A vp, executive producer and shareholder at Credo for more than six years, Todd’s credits include producing and exec producing The Adventures of Shirley Holmes, which recently completed a 65-episode run.

Original Pictures will develop and produce tv programming and feature films in all genres, says Todd.

The production company has raised operating capital from private investors, but Todd remains the majority shareholder. Bannaytyne Financial of Winnipeg provided the business planning and is being retained in an advisory capacity.

Todd is scouring the country for an executive to handle corporate and production financing. ‘I’m looking for a deal-maker,’ she says.

Original’s slate includes Emma, a half-hour live-action/animated children’s series in development with the cbc. The series follows the escapades of a precocious nine-year-old girl with an over-active imagination that takes her into all sorts of interesting and unusual worlds. Emma deals with all the trials and tribulations of leaving childhood behind by turning to her dreamland and her love of drawing and painting.

The fantasy component will be animated and Emma’s ‘real life’ will be live action.

Elizabeth Steward, executive story editor on Shirley, has written a bible and three scripts.

Todd is in the midst of closing a coproduction deal with an animation company that also operates a distribution arm. International partners will also be brought on board, says Todd. The budget is $390,000 per half-hour.

The company is developing the feature Stir-Fry, a $3.2-million Canada/Ireland coproduction with Dublin-based Horizonline Films. Based on a book by Irish immigrant Emma Donoghue, who penned the script, the film is an offbeat romantic comedy about a first-year university student who arrives in Dublin from a small Irish town determined to experience all of big-city life all at once, which she does, but not in the way she anticipated.
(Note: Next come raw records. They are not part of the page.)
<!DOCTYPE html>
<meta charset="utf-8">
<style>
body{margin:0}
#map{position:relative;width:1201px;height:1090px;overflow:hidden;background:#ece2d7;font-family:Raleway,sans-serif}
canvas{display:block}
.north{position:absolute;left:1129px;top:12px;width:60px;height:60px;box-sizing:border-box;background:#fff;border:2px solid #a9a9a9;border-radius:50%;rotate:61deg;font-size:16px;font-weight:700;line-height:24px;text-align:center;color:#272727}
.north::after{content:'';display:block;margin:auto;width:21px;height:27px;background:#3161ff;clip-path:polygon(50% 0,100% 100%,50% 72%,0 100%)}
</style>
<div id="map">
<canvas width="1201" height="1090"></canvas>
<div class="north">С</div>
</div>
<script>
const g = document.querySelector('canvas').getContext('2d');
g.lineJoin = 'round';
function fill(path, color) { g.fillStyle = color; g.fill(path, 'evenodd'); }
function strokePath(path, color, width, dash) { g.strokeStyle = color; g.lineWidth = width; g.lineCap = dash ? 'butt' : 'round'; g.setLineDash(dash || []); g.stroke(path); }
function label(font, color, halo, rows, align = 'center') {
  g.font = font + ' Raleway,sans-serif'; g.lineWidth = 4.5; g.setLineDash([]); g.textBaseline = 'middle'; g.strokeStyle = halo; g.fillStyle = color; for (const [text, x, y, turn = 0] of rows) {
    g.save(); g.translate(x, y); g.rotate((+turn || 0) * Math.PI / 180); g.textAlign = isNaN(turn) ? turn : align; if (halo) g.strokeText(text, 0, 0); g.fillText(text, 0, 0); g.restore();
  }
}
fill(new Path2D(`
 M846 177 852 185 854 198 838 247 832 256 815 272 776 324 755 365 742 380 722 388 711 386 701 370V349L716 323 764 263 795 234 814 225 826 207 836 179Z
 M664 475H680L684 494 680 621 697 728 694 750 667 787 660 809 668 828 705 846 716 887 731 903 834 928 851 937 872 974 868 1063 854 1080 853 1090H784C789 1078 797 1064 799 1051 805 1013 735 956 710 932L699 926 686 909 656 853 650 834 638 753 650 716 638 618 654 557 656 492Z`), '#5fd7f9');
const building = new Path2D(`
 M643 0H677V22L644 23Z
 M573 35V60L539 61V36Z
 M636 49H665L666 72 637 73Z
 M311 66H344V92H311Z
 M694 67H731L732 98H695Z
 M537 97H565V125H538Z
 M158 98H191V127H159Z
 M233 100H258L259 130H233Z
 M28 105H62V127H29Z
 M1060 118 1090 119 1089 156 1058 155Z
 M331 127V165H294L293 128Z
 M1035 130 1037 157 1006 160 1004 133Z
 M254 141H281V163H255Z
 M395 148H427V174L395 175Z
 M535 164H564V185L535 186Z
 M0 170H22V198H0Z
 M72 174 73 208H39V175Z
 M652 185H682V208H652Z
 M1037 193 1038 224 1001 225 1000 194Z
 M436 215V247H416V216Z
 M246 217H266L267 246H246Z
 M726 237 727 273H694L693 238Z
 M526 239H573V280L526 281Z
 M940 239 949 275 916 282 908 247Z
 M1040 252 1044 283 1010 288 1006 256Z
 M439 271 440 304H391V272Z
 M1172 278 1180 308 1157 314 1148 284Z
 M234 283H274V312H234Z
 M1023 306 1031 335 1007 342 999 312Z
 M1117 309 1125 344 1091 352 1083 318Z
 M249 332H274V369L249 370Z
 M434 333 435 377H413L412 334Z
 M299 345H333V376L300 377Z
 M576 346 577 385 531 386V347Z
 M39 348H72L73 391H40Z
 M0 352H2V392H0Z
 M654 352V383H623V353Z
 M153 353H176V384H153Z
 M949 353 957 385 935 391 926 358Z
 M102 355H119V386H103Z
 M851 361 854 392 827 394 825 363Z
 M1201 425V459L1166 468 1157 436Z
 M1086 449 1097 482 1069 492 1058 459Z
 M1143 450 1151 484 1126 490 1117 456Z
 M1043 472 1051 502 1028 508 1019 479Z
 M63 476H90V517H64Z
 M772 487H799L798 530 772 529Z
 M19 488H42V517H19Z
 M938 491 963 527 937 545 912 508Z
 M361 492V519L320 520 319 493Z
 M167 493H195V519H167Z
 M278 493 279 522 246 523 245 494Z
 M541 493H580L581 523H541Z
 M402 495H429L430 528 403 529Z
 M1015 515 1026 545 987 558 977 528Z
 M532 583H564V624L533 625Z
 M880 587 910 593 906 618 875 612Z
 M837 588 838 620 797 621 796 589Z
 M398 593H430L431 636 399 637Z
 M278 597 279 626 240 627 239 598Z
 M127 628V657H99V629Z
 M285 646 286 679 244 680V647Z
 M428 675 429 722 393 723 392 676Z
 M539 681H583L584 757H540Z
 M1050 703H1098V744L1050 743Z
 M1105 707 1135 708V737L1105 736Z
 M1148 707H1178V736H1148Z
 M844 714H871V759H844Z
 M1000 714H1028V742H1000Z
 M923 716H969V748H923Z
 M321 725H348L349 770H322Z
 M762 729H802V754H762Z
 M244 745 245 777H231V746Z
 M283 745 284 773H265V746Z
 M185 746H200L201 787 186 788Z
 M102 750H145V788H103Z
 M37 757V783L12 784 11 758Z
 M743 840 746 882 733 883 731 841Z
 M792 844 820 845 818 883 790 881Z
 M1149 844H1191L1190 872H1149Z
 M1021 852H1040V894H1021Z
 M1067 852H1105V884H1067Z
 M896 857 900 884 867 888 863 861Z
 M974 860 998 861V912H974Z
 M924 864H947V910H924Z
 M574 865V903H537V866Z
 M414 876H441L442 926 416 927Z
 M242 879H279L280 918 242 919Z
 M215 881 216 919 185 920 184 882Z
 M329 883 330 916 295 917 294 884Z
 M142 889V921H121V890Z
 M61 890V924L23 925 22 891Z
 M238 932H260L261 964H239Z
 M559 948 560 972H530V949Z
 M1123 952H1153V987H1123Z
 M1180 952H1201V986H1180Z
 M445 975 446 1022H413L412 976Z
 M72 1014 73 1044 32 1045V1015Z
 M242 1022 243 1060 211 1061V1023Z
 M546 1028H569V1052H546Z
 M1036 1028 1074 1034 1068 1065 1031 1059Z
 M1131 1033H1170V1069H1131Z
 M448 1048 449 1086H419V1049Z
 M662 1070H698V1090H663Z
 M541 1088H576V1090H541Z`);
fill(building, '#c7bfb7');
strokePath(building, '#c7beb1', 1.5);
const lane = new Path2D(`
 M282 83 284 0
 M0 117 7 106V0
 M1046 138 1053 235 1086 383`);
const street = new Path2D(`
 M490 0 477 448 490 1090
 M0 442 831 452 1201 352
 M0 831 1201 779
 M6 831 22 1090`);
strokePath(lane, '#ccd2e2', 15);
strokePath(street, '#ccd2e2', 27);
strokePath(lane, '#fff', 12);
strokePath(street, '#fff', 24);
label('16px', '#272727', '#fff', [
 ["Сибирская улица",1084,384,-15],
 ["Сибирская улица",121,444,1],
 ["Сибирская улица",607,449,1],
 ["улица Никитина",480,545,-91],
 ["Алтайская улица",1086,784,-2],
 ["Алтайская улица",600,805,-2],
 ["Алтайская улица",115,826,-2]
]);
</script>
The director, Dearbhla Walsh, is from Ireland. Alan Fitzpatrick is the producer for Horizonline. Talks with Canadian distributors are underway. The project will be a majority Irish coproduction.

The shoot will require four weeks on location in Ireland and two weeks in studio in Winnipeg. Post will stay in Canada. The game plan is to shoot later this year.

Anne Wheeler is attached to direct Mrs. Mike, a tv movie being developed by Original based on the book of the same title.

Set in the late 1800s, Mrs. Mike is the story of an 18-year-old girl from Boston who is sent to her uncle’s ranch in Alberta to recover from a long illness. She marries a Mountie and moves north to the trapping community where he is stationed. The drama unfolds as the city-bred girl struggles to adapt to life in a small northern town.

Sharon Gibbon wrote the script.

Todd says she is looking to attach an American star to attract a u.s. sale. Marion Rees and Associates, an l.a.-based production and distribution company, is interested in selling the mow in the u.s., she adds.

Canadian broadcasters will be shopped the $3.5-million project over the next several months.

Todd will continue to work on Taiga, a $10-million feature film to be coproduced by Credo, Norway’s Northern Lights and Denmark’s Balboa 2 Productions. Taiga follows a group of teenagers who must fend for themselves after their plane crashes in a remote area south of the tundra in the Soviet Union. Shooting begins in August in Flin Flon, Man.